This question is a follow-up from this other question.
I've got this dataframe (slightly different from the one in the other question - I added a "state" column now):
person_code #CNAE growth size state
0 231 32 0.54 32 FR
1 233 43 0.12 333 LK
2 432 32 0.44 21 FR
3 431 56 0.32 23 KS
4 654 89 0.12 89 FR
5 764 32 0.20 211 TI
6 434 32 0.82 90 TI
Each row is a different person. I wanted to create a df that looks like this:
person_code #CNAE growth size state top3growth ...
0 . 231 32 0.54 32 FR [dict_top3_type_32]
1 . 233 43 0.12 333 LK [dict_top3_type_43]
2 . 432 32 0.44 21 FR [dict_top3_type_32]
3 . 431 56 0.32 23 KS [dict_top3_type_56]
4 . 654 89 0.12 89 FR [dict_top3_type_89]
5 . 764 32 0.20 211 TI [dict_top3_type_32]
6 . 434 32 0.82 90 TI [dict_top3_type_32]
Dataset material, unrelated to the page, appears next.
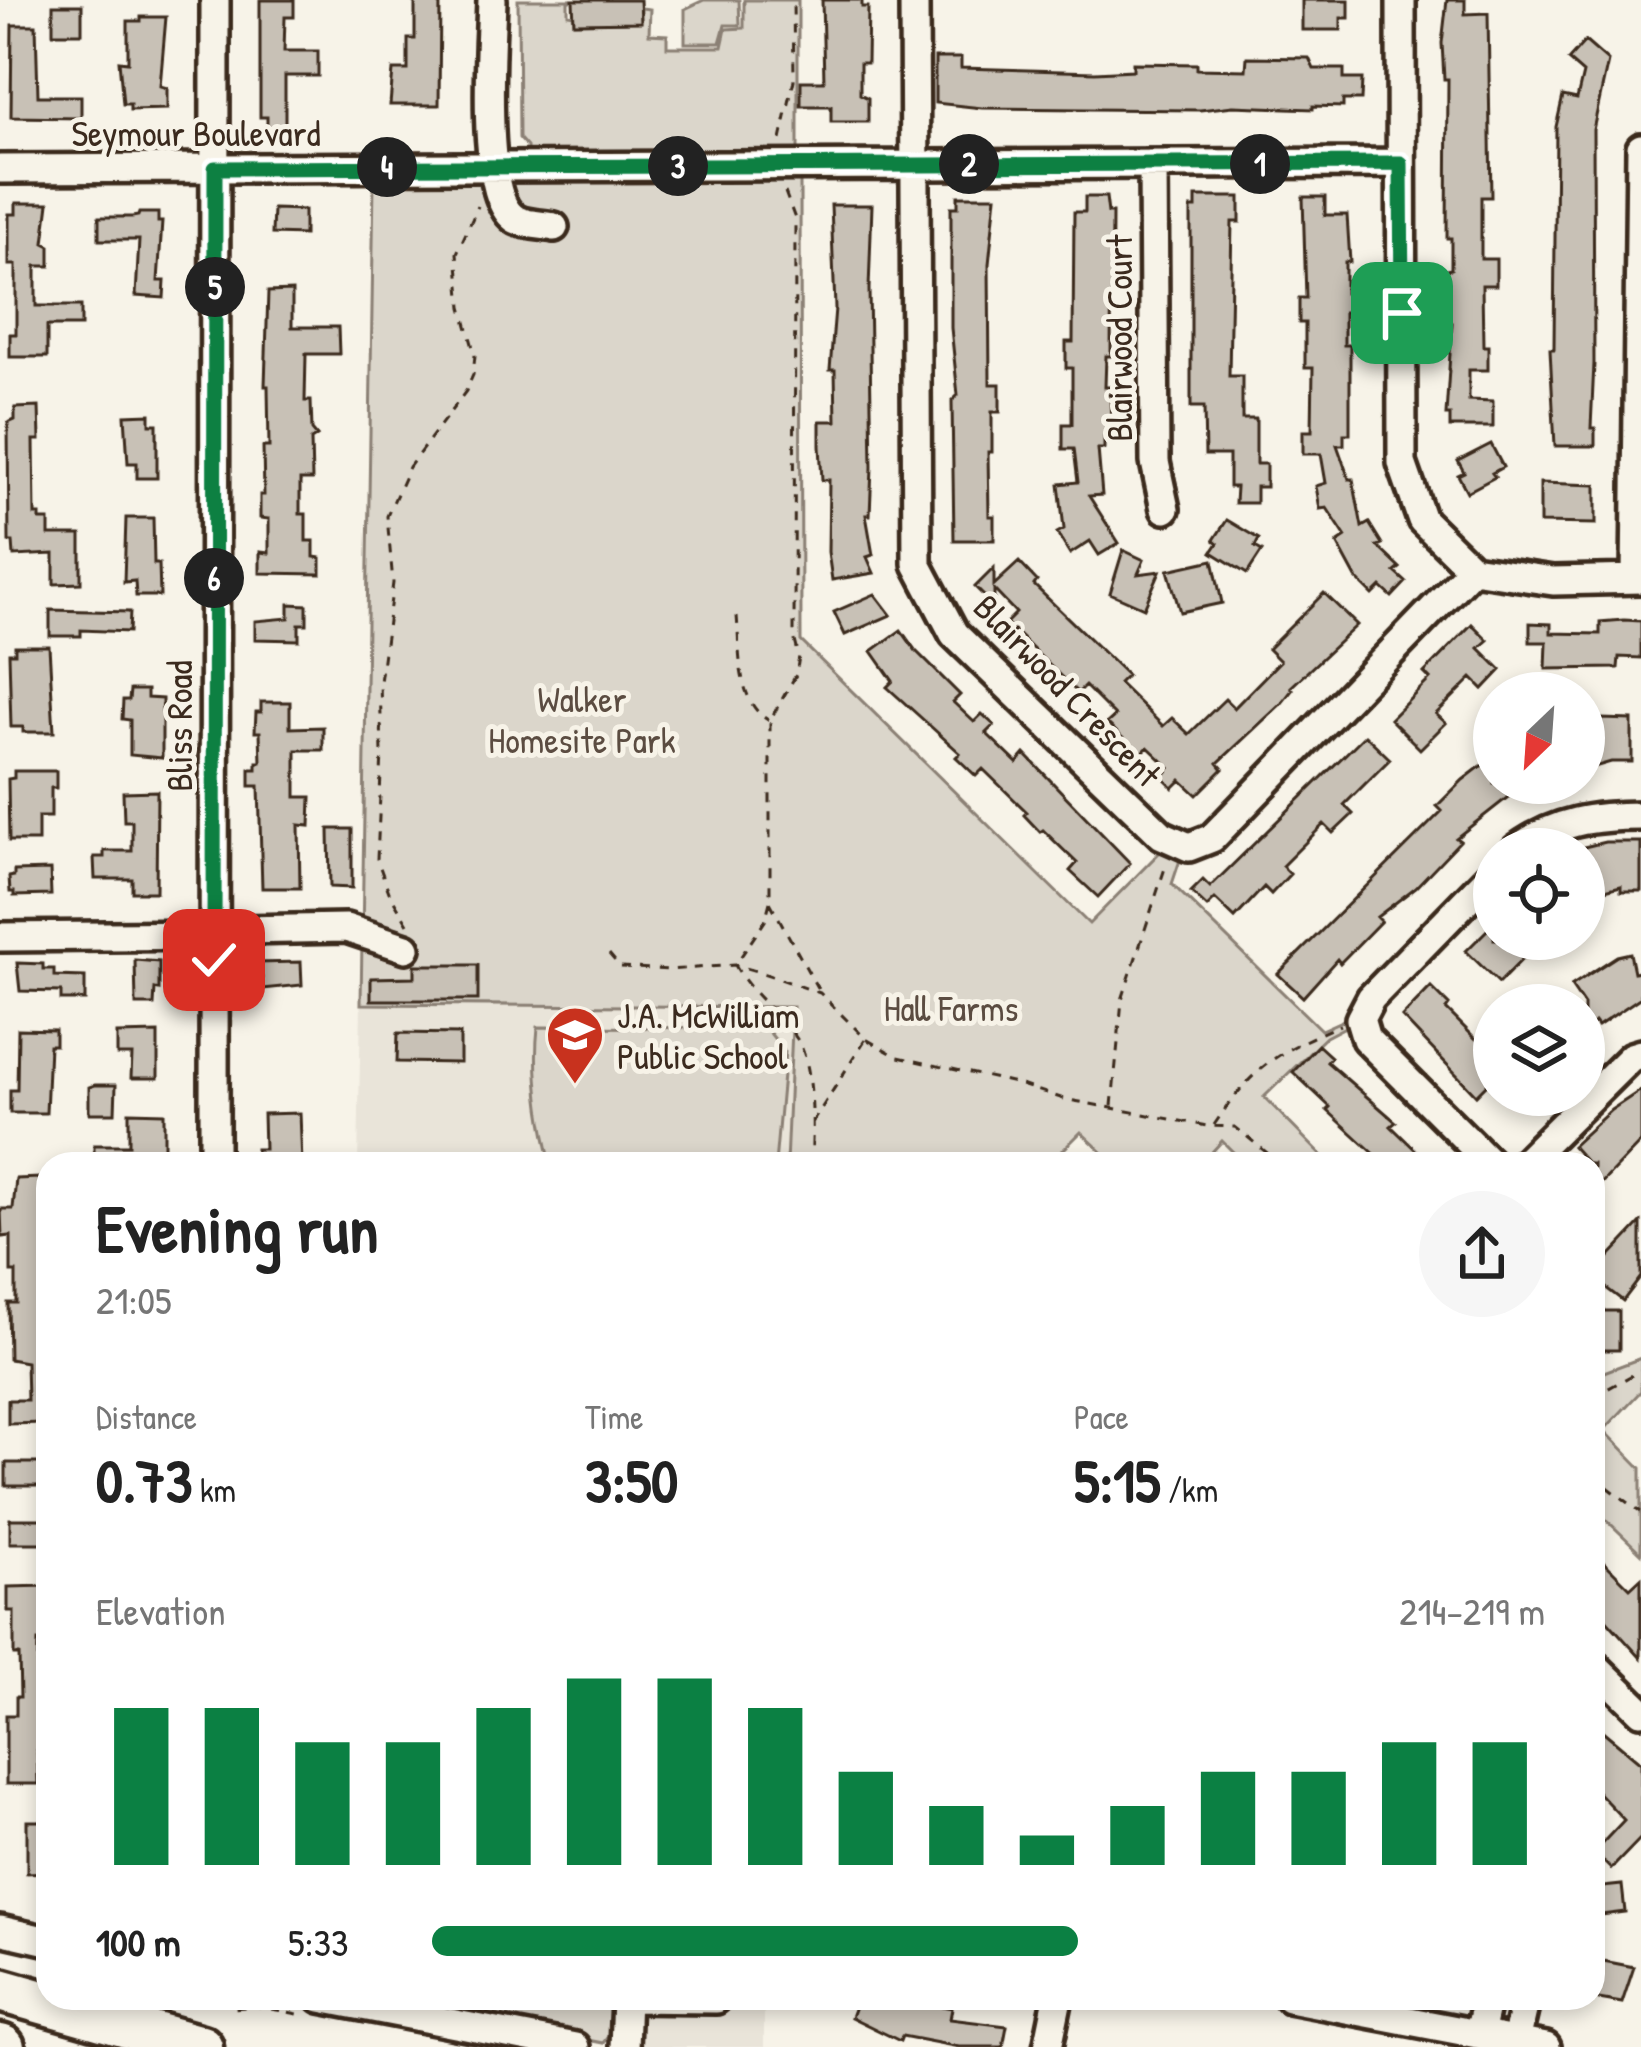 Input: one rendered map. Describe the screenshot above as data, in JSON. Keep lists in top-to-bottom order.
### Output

For different reasons we've agreed that the best way was to create different dictionaries. Each dict would comprise the 3 persons with the same "#CNAE" that had the largest "growth" rate. They looked like this:
top3growth
0 {'person_code': {0: 231, 2: 432, 6: 434}, 'gro...
1 {'person_code': {1: 233}, 'growth': {1: 0.12},...
2 {'person_code': {0: 231, 2: 432, 6: 434}, 'gro...
3 {'person_code': {3: 431}, 'growth': {3: 0.32},...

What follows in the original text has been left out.